Problem statement:
Please transcribe exactly, and only, the lines of the data below between the line holding "M790 651 781 727 785 751 793 769" and the line holding "M1001 722 1005 727 1009 738 1017 748", inclusive.
---
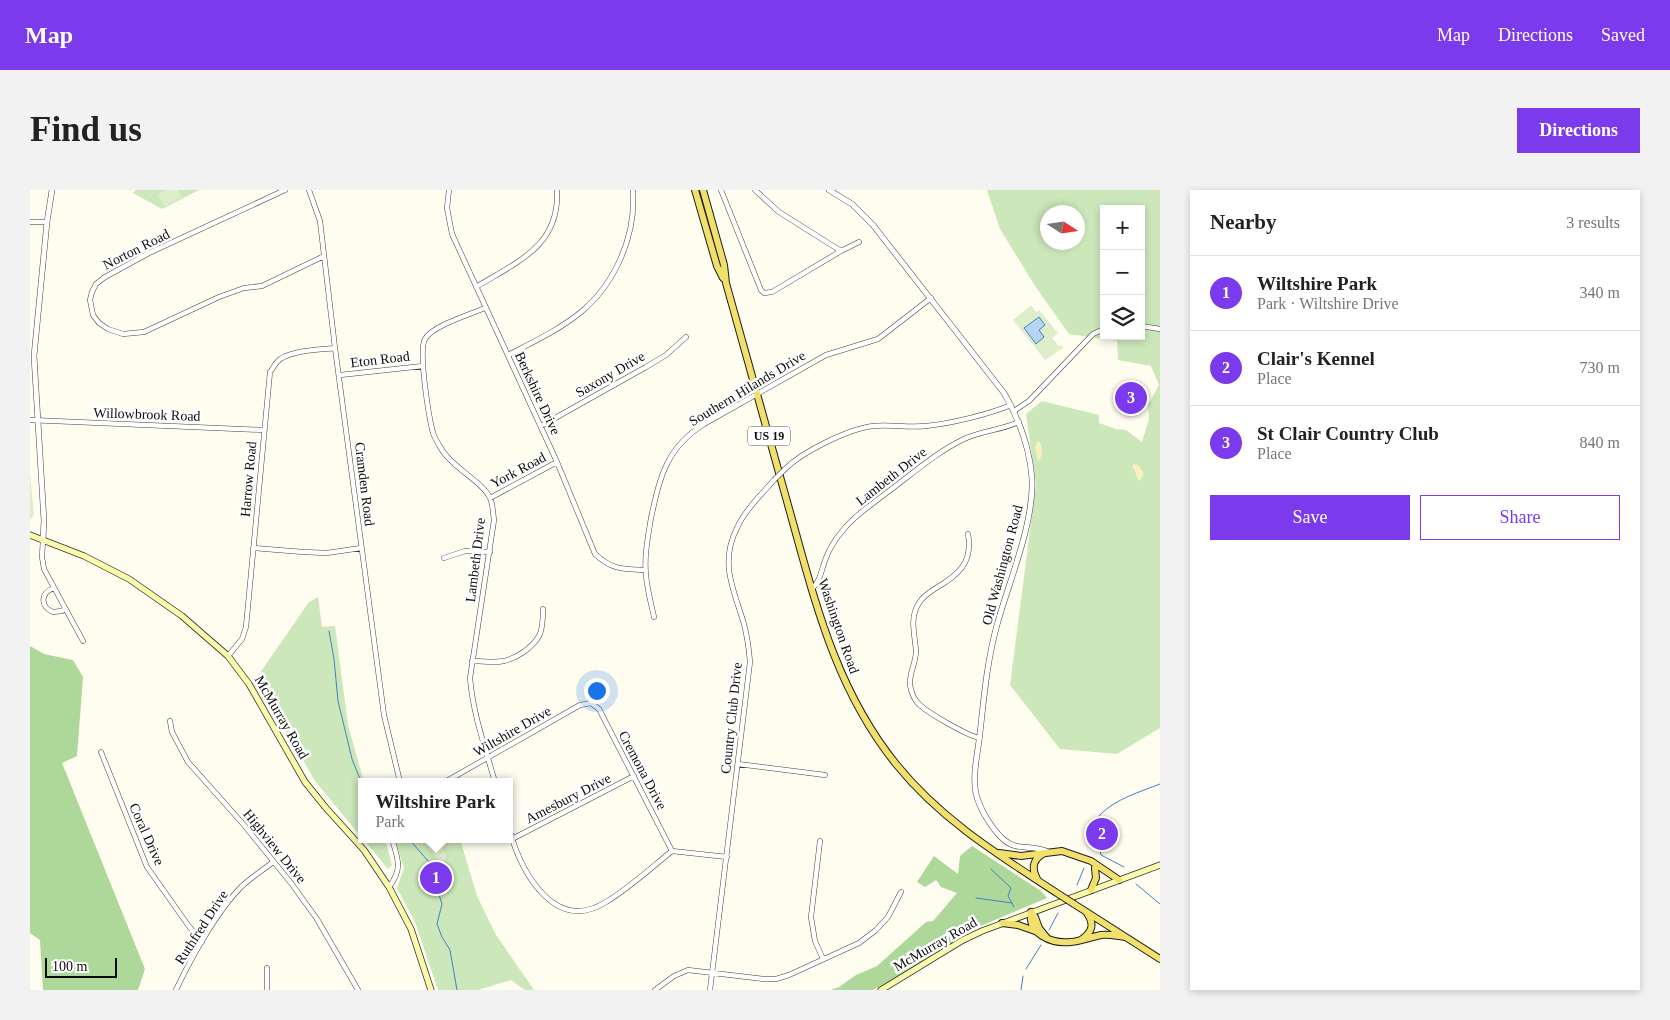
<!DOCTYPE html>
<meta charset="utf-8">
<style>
:root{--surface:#fff;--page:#f2f2f2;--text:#222;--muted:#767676;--line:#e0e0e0;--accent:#7c3aed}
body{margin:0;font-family:"Times New Roman",serif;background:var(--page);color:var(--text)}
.controls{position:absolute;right:15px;top:15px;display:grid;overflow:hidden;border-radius:0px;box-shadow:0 2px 8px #0003}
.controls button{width:45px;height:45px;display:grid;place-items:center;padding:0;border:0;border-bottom:1px solid var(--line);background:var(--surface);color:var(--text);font:25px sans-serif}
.compass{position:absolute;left:1010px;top:15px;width:45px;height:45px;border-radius:50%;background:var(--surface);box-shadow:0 2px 8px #0003;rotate:102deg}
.scale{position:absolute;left:15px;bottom:12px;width:72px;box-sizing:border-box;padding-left:5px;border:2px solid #0d0d0d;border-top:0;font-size:14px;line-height:18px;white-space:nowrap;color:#0d0d0d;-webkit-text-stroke:4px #fff;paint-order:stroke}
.you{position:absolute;left:566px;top:500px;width:18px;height:18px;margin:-12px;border:4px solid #fff;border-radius:50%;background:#1a73e8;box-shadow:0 0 0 8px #1a73e833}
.badge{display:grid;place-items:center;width:32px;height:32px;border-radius:50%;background:var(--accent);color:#fff;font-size:16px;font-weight:700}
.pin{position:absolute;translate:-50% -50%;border:2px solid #fff;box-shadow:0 1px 5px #0006}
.popup{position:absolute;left:328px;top:588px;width:155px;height:65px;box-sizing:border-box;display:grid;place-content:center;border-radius:0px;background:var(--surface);filter:drop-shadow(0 1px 4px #0005);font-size:16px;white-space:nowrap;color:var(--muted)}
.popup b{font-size:19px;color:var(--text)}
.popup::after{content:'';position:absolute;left:50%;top:100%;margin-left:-10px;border:10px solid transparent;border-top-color:var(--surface)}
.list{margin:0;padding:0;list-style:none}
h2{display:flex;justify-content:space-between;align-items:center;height:65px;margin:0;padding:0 20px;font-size:21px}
h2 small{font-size:16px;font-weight:400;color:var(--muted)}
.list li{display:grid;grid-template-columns:32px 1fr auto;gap:15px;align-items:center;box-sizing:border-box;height:75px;padding:0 20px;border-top:1px solid var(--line)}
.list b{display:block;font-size:19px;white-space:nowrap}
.list p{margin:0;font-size:16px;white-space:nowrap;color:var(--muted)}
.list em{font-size:16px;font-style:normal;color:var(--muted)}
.actions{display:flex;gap:10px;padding:15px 20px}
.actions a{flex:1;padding:11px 0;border:1px solid var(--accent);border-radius:0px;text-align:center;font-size:18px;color:var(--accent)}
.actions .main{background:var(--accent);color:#fff}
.icon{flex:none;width:28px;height:28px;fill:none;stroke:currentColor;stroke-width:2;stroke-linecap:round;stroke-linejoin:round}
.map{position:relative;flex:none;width:1130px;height:800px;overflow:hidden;border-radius:0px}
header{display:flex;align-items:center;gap:30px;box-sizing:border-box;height:70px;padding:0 25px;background:var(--accent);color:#fff}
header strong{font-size:24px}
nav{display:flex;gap:28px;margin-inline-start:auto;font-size:18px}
.intro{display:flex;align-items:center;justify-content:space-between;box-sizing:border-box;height:120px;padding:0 30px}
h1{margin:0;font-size:35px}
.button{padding:12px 22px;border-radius:0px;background:var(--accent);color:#fff;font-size:18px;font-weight:700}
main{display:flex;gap:30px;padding:0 30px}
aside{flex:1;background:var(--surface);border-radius:0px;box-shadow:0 2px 8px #0003}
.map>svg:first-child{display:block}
</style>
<header>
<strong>Map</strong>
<nav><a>Map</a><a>Directions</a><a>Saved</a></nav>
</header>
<div class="intro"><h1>Find us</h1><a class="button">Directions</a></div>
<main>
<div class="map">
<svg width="1130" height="800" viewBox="0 0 1130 800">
<rect width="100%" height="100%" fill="#fefdef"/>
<!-- green -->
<path fill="#cce7ba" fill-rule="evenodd" d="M106 0H169L132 19 103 3Z
M957 0H1130V538L1087 564 1030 559 980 495 1006 294 996 224 1012 211 1069 225V233L1086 239 1096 240 1112 252 1119 229 1118 215 1129 195 1121 176 1088 170 1087 151 1039 144 1005 96 970 39ZM1074 19H1111V146H1074ZM1018 22H1048V52H1018Z
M288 407 292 437 305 436 318 535 334 592H332V648L285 591 243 519 239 520 223 493 279 412Z
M333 649H355L362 675 358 679Z
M365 649H430L447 706 466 745 504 800H495L481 790 448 800H408L385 732 367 698 374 678Z"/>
<!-- forest -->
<path fill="#aed79a" d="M0 456 14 464 43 470 53 487 47 566 32 573 115 779 108 800H13L10 750 0 743Z
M942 656 1011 701 1017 708 941 740 875 783 843 800H801L809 797 826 785 847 776 896 732 903 731 927 703 911 697 906 690 895 697 887 692 904 666 928 684 930 666Z"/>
<!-- sand -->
<path fill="#f7f1be" d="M1007 252H1010C1013 258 1013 267 1008 271L1005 257Z
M1104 274 1108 275 1114 283 1110 291C1105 288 1107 281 1102 276Z"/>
<!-- pitch -->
<path fill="#deeecb" d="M136 0H148L152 7 134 16 128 4Z
M1001 115 1006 122 1009 120 1028 143 1022 148 1029 156 1031 155 1033 158 1015 170 983 130Z
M0 283 4 325 0 330Z
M407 649 410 651 416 667 415 670 410 672 407 671 401 653 402 651Z"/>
<!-- water -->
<path fill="#b6d5f3" stroke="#4181c6" d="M1009 127 1015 135 1009 140 1014 147 1006 154 994 138Z"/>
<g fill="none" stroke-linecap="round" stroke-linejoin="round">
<!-- stream -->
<path stroke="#4181c6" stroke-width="1" d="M299 441 304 469 308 511 322 569 332 594
M1061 641 1069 656 1071 665 1094 677
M379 649 398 671 412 714 407 734 412 747 420 760 427 800
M1059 655C1060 645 1062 633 1070 625 1085 609 1110 602 1130 594
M961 679 981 698 978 706 984 717
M1106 694 1130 714
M1047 695 1054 678
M946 708 982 713
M1019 740 1028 723
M996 779 1011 755
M991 800 993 786"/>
<!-- minor casing -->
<g stroke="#404040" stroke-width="5.5">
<path id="minor" d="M255 0 119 63 75 87 66 94 62 102 60 110 63 125 69 133 78 139 93 144 114 142 189 107 214 98 232 96 294 66
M279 0 290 31 305 158 354 525 370 592
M419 0 417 18 422 44 527 272 565 364C582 380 593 379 615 380
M691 0 731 100 734 103 742 102 811 61 829 52
M725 0 749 22 811 61
M0 32H17
M446 97C487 72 530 56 527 0
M455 118C441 124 402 136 395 149 388 161 399 228 403 243 405 249 409 255 412 260 423 278 453 292 460 308 463 314 463 324 464 330L440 488C443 524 455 557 465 592
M1111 136 1130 139
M478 165C503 152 529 140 551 122 586 93 606 45 603 0
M310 185 393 176
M984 221 999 211 1063 144 1074 139
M0 230 234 240
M511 236 616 177 636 165 656 147
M755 279C772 262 818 239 843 236 860 234 878 238 896 236 919 234 960 224 981 215
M460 308 527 272
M938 344C943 372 929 385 906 398 900 402 893 406 889 413 879 428 885 445 886 461 886 473 879 483 880 495 881 501 883 507 887 512 895 522 937 545 949 548
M13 349 12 367 14 379 53 451
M223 358 273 362 297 363 331 358
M414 368 435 361 460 362
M24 398C10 402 10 417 23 422L32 421 35 418
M782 399C791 390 791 380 796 368 800 357 807 347 814 339 825 325 841 315 855 304 881 285 905 263 934 249 951 241 971 240 989 232
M624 427C621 413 617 399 616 385 614 366 618 347 621 328 630 287 636 258 674 234L796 165 848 149 901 108
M198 466 212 449 216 437 240 182C243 179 244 175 247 172 257 160 290 160 305 158
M442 471C453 471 464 473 474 471 487 468 502 458 509 446 513 439 513 428 513 419
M140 531 142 542 158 572 214 635 261 693 287 729 328 800
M71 562 117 677 158 735 172 752
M708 574 795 585
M415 592 550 515 561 513 569 519 642 661
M480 642C492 683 525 744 576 712 598 699 622 677 642 661L697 667
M482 649 604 586
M790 651 781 727 785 751 793 769
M359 697C373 679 368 669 362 649
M146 800C161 768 187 721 212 696 222 687 233 680 243 672
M237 800V778
M625 800 644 786 658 780 734 789H746L759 785 829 753 846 740 858 727 871 702
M680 800 720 472C719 459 717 446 714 434 704 400 689 373 707 338 715 320 731 305 744 290"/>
</g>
<!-- tertiary casing -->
<g stroke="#404040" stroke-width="6">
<path id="tertiary" d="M799 0 822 14 843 35 974 203C989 229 1000 259 1002 289 1004 334 979 391 967 435 957 471 954 507 950 543 948 562 942 585 946 604 950 619 961 638 973 649 987 662 1003 654 1018 662
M13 349 14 331 4 166 17 32 22 0"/>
</g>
<!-- secondary casing -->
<g stroke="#2f2f2f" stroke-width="7">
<path id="secondary" d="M0 345 54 366 99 389 152 426 198 466 219 494 275 592 296 618 334 660 359 697 381 739 401 800
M851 800 933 750 952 741 1130 675"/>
</g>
<!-- primary casing -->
<g stroke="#1e1e1e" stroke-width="8">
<path id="primary" d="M665 0 687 76 693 88
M673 0 694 75 696 93C717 167 737 241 758 315 784 407 804 497 866 574 911 630 970 666 1030 705
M969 663 991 666 1032 661 1061 671 1089 690
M1007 689C1001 678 1003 668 1015 663
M1061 700 1066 688 1065 678
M1044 714 1130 769
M1001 722C998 744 1021 754 1041 752 1051 751 1061 747 1071 745 1079 744 1087 746 1095 747
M1001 722 1005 727 1009 738 1017 748
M972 733 988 735 1005 741
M1051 750C1062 742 1065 735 1057 723"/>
</g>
<!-- minor -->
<use href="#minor" stroke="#fff" stroke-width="4.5"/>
<!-- tertiary -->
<use href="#tertiary" stroke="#fff" stroke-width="5"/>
<!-- secondary -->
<use href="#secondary" stroke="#fafaad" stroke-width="5.5"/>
<!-- primary -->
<use href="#primary" stroke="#f1e06c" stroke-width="6"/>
<!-- minor-bridge casing -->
<g stroke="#404040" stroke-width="5.5" stroke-linecap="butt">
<path id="minor-bridge" d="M744 290 755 279"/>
</g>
<!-- primary-bridge casing -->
<g stroke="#1e1e1e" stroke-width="8" stroke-linecap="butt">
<path id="primary-bridge" d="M1030 705 1044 714"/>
</g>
<!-- minor-bridge -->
<use href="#minor-bridge" stroke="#fff" stroke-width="4.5"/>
<!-- primary-bridge -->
<use href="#primary-bridge" stroke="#f1e06c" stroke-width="6"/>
</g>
<g text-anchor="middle" stroke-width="5" stroke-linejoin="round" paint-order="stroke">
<!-- shield labels -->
<rect fill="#fff" stroke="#565656" stroke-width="1" x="718" y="236.5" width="42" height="19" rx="4"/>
<g font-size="12" font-weight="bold" fill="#0d0d0d">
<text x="739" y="250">US 19</text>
</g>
<!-- street labels -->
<g font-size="14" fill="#0d0d0d" stroke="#fff">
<text transform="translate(106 59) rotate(-27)" y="5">Norton Road</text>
<text transform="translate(350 169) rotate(-7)" y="5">Eton Road</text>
<text transform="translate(580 184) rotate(-30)" y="5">Saxony Drive</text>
<text transform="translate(717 198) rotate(-31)" y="5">Southern Hilands Drive</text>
<text transform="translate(508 203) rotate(65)" y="5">Berkshire Drive</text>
<text transform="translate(117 224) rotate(2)" y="5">Willowbrook Road</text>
<text transform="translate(488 280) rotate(-28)" y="5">York Road</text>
<text transform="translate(861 286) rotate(-38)" y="5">Lambeth Drive</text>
<text transform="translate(218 289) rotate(-85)" y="5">Harrow Road</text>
<text transform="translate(335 294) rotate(83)" y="5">Cramden Road</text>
<text transform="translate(445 370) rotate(-83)" y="5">Lambeth Drive</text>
<text transform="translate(972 375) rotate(-75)" y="5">Old Washington Road</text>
<text transform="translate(809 436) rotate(71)" y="5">Washington Road</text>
<text transform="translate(252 527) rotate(60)" y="5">McMurray Road</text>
<text transform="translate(701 528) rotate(-84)" y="5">Country Club Drive</text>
<text transform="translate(482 541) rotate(-30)" y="5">Wiltshire Drive</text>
<text transform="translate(613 580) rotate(62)" y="5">Cremona Drive</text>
<text transform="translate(538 608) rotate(-27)" y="5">Amesbury Drive</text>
<text transform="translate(117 644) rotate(66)" y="5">Coral Drive</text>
<text transform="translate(245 656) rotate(51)" y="5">Highview Drive</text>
<text transform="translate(171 737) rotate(-57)" y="5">Ruthfred Drive</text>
<text transform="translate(905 754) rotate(-30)" y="5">McMurray Road</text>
</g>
</g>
</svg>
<div class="controls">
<button>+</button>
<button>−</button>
<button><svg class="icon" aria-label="layers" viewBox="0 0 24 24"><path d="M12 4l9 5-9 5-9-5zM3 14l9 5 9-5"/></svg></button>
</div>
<svg class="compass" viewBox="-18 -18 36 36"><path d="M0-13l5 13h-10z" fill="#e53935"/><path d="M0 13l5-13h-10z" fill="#767676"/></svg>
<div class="scale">100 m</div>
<div class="you"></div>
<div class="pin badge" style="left:406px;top:688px">1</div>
<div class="popup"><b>Wiltshire Park</b>Park</div>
<div class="pin badge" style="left:1072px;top:644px">2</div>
<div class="pin badge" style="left:1101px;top:208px">3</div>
</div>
<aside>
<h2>Nearby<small>3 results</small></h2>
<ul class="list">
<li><span class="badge">1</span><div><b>Wiltshire Park</b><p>Park · Wiltshire Drive</p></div><em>340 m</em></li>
<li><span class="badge">2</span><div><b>Clair's Kennel</b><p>Place</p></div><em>730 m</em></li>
<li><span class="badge">3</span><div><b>St Clair Country Club</b><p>Place</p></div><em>840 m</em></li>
</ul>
<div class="actions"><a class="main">Save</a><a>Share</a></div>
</aside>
</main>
---
Response below:
M790 651 781 727 785 751 793 769
M359 697C373 679 368 669 362 649
M146 800C161 768 187 721 212 696 222 687 233 680 243 672
M237 800V778
M625 800 644 786 658 780 734 789H746L759 785 829 753 846 740 858 727 871 702
M680 800 720 472C719 459 717 446 714 434 704 400 689 373 707 338 715 320 731 305 744 290"/>
</g>
<!-- tertiary casing -->
<g stroke="#404040" stroke-width="6">
<path id="tertiary" d="M799 0 822 14 843 35 974 203C989 229 1000 259 1002 289 1004 334 979 391 967 435 957 471 954 507 950 543 948 562 942 585 946 604 950 619 961 638 973 649 987 662 1003 654 1018 662
M13 349 14 331 4 166 17 32 22 0"/>
</g>
<!-- secondary casing -->
<g stroke="#2f2f2f" stroke-width="7">
<path id="secondary" d="M0 345 54 366 99 389 152 426 198 466 219 494 275 592 296 618 334 660 359 697 381 739 401 800
M851 800 933 750 952 741 1130 675"/>
</g>
<!-- primary casing -->
<g stroke="#1e1e1e" stroke-width="8">
<path id="primary" d="M665 0 687 76 693 88
M673 0 694 75 696 93C717 167 737 241 758 315 784 407 804 497 866 574 911 630 970 666 1030 705
M969 663 991 666 1032 661 1061 671 1089 690
M1007 689C1001 678 1003 668 1015 663
M1061 700 1066 688 1065 678
M1044 714 1130 769
M1001 722C998 744 1021 754 1041 752 1051 751 1061 747 1071 745 1079 744 1087 746 1095 747
M1001 722 1005 727 1009 738 1017 748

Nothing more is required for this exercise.